The global refocusing on the Israeli-Palestinian conflict in May 2021 left many American Jews taking a step back and reexamining their Jewish identities and relationship to Israel. For myself, it has forced me, for the first time, to chart how my Jewish community shaped my thinking around the conflict, the State of Israel, and my own Jewishness—and where this journey has eventually led me to today.
From 1992-2010 I grew up in the northern suburbs of Milwaukee, Wisconsin. It was an area that housed several different synagogues (per one’s denomination) and where I attended public school with many Jewish peers. My family kept kosher and attended synagogue weekly. My particular Jewish community regularly emphasized marrying Jewish to keep our traditions alive. The same community also prayed for the swift victory of the Israeli Defense Forces who protected the heart of these traditions in the Jewish Holy Land.
When I would ask why there was no peace in the Middle East, I’d regularly hear the common refrain from Israeli Diplomat Abba Eban, that the Palestinians “never miss an opportunity to miss an opportunity,” meaning the Palestinians always walked away from peace agreements with the benevolent State of Israel. In Sunday school I learned Palestinians staged corpses to gain international sympathy when they deserved none. Hearing these kinds of things for the first 18 years of my life from the mouths of religious teachers, my parents, and other members of my Jewish community, it was easy to take them as truth.
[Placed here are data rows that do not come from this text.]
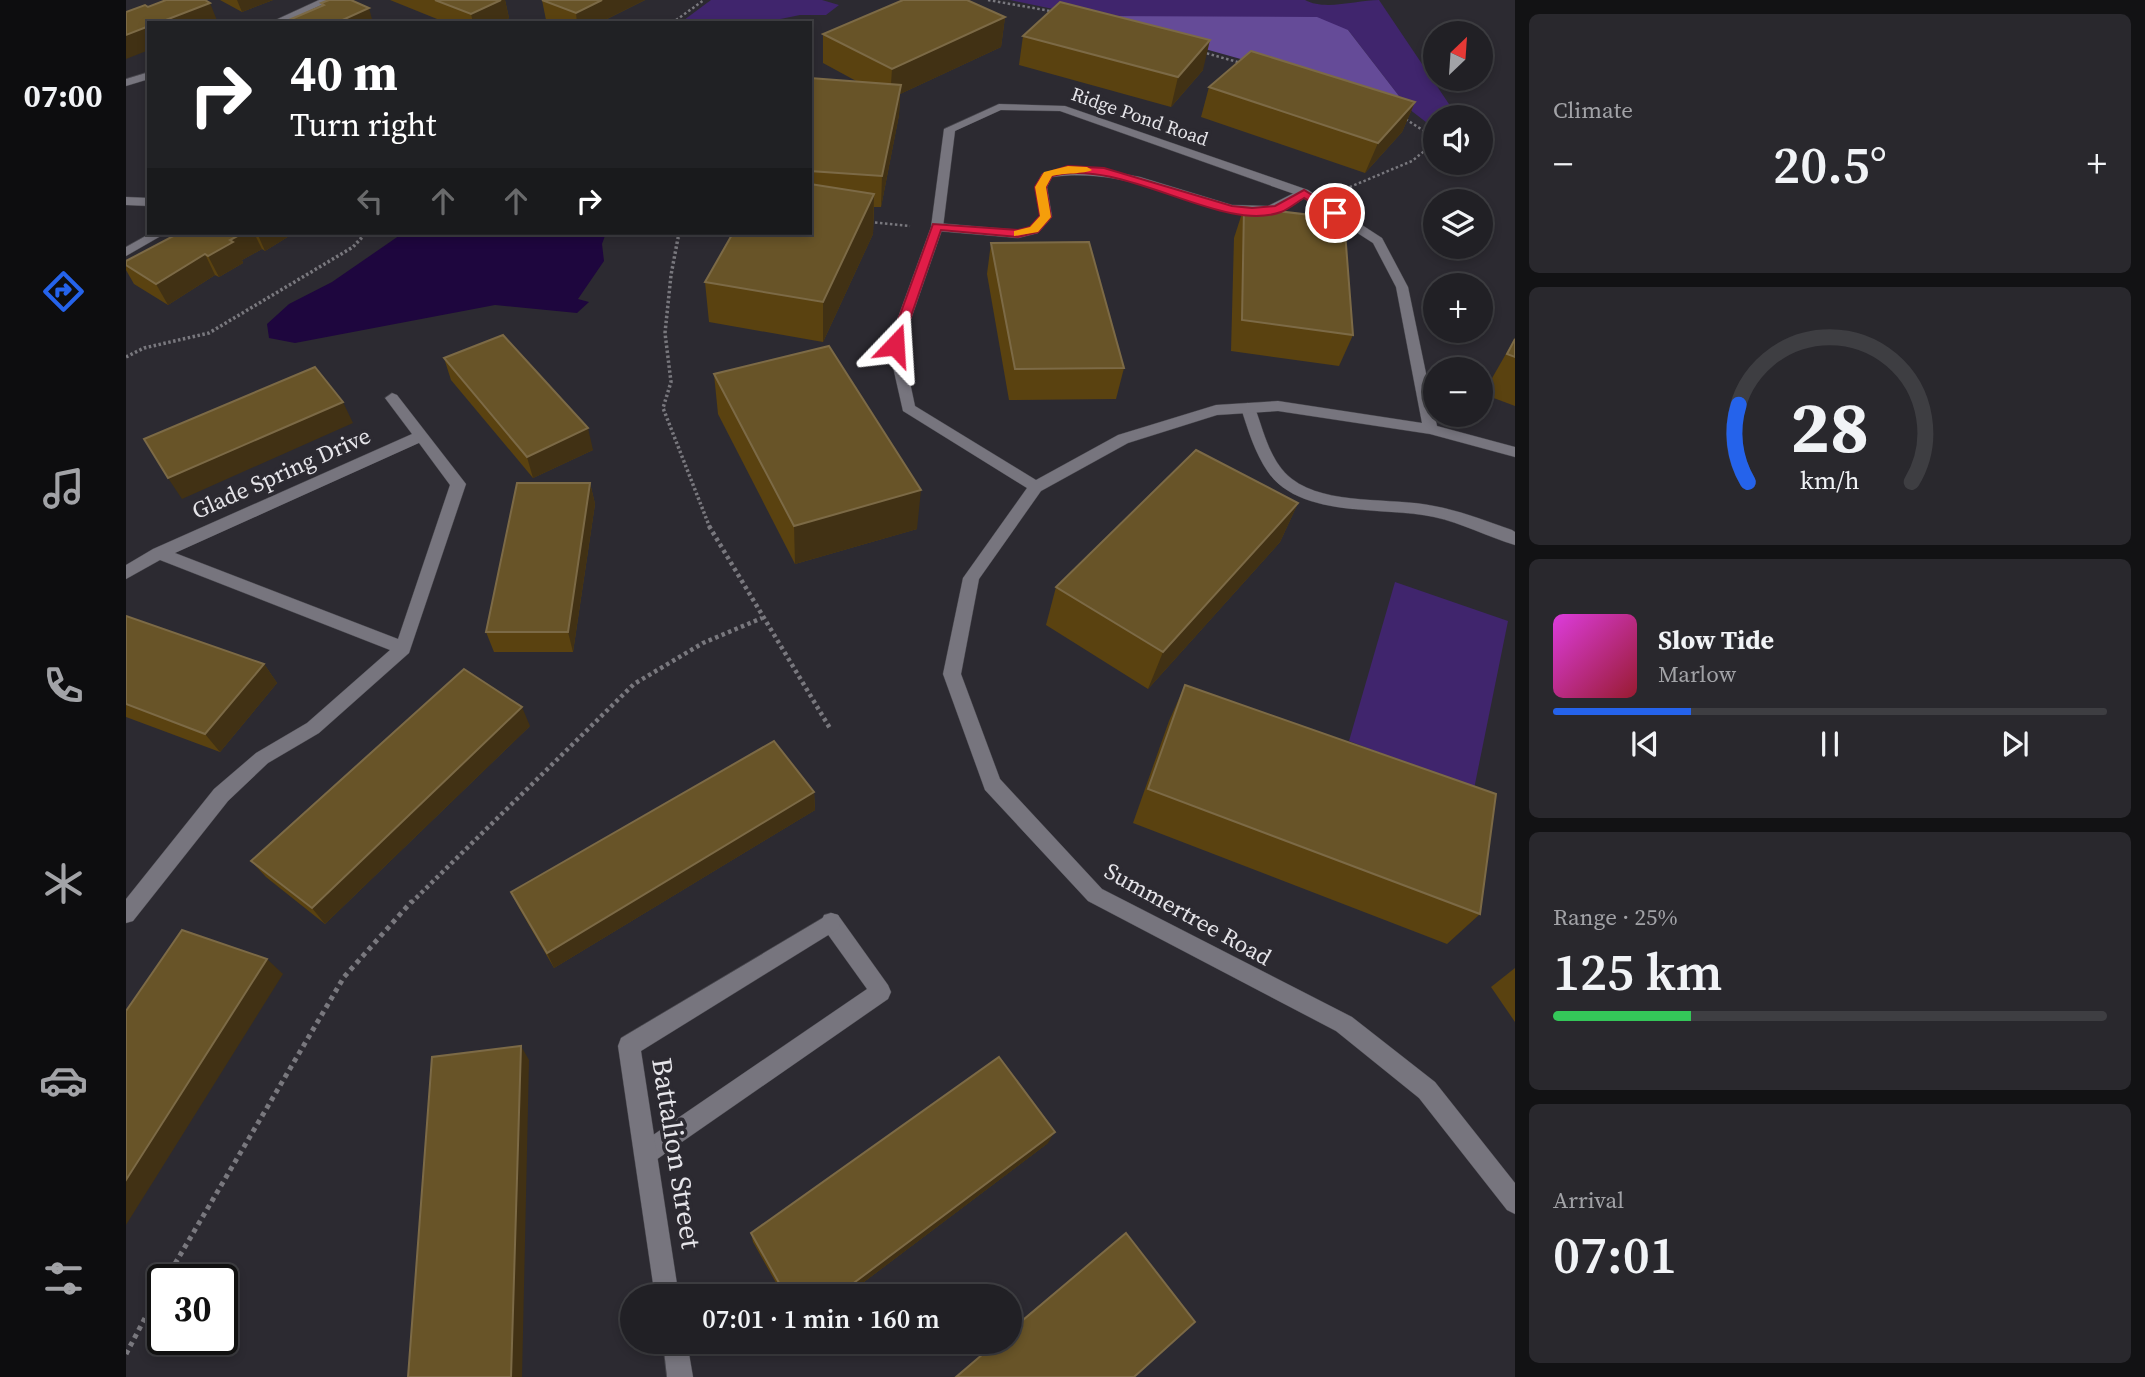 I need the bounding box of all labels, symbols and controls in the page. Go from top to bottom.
north arrow [1423,21,1493,91]
map controls [1423,21,1493,427]
text: 40 m [290,39,398,106]
icon: right [175,49,266,140]
text: 07:00 [24,74,102,118]
street label: Ridge Pond Road [1068,80,1212,152]
text: Climate [1553,94,1633,126]
text: Turn right [290,103,436,147]
button: sound [1423,105,1493,175]
text: 20.5° [1773,129,1887,200]
text: − [1553,138,1573,190]
text: + [2087,138,2107,190]
icon: left [351,182,389,220]
icon: ahead [424,182,462,220]
icon: ahead [497,182,535,220]
icon: right [570,182,608,220]
pin [1305,183,1365,243]
button: layers [1423,189,1493,259]
icon: arrive [1316,194,1354,232]
icon: directions [39,267,88,316]
button: + [1423,273,1493,343]
position arrow [858,308,932,382]
button: − [1423,357,1493,427]
text: 28 [1791,377,1869,476]
street label: Glade Spring Drive [187,419,375,527]
text: km/h [1800,463,1860,497]
icon: music [39,464,88,513]
text: Slow Tide [1658,622,1774,658]
text: Marlow [1658,658,1736,690]
icon: phone [39,661,88,710]
icon: previous [1626,725,1664,763]
icon: pause [1811,725,1849,763]
icon: next [1996,725,2034,763]
street label: Summertree Road [1099,855,1277,973]
icon: climate [39,859,88,908]
text: Range · 25% [1553,901,1678,933]
text: 125 km [1553,936,1722,1007]
street label: Battalion Street [643,1055,711,1252]
icon: car [39,1056,88,1105]
text: Arrival [1553,1184,1624,1216]
text: 07:01 [1553,1219,1677,1290]
icon: filters [39,1254,88,1303]
speed limit sign: 30 [147,1264,238,1355]
text: 07:01 · 1 min · 160 m [702,1301,940,1337]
After all, I was being raised to be a Zionist—to believe wholly in the State of Israel founded for Jews after the horrors of the Holocaust. I was taught that immigrating to Israel was a monumental act in one’s Jewish life—seen as a final return after a two-thousand-year-old exile from the Holy Land. About 30 years ago my uncle and his young family moved to Israel despite his being harassed on a trip years earlier for his dark skin. My mother explained the incident as a case of mistaken identity—that he was harassed because someone thought he was Arab or Palestinian.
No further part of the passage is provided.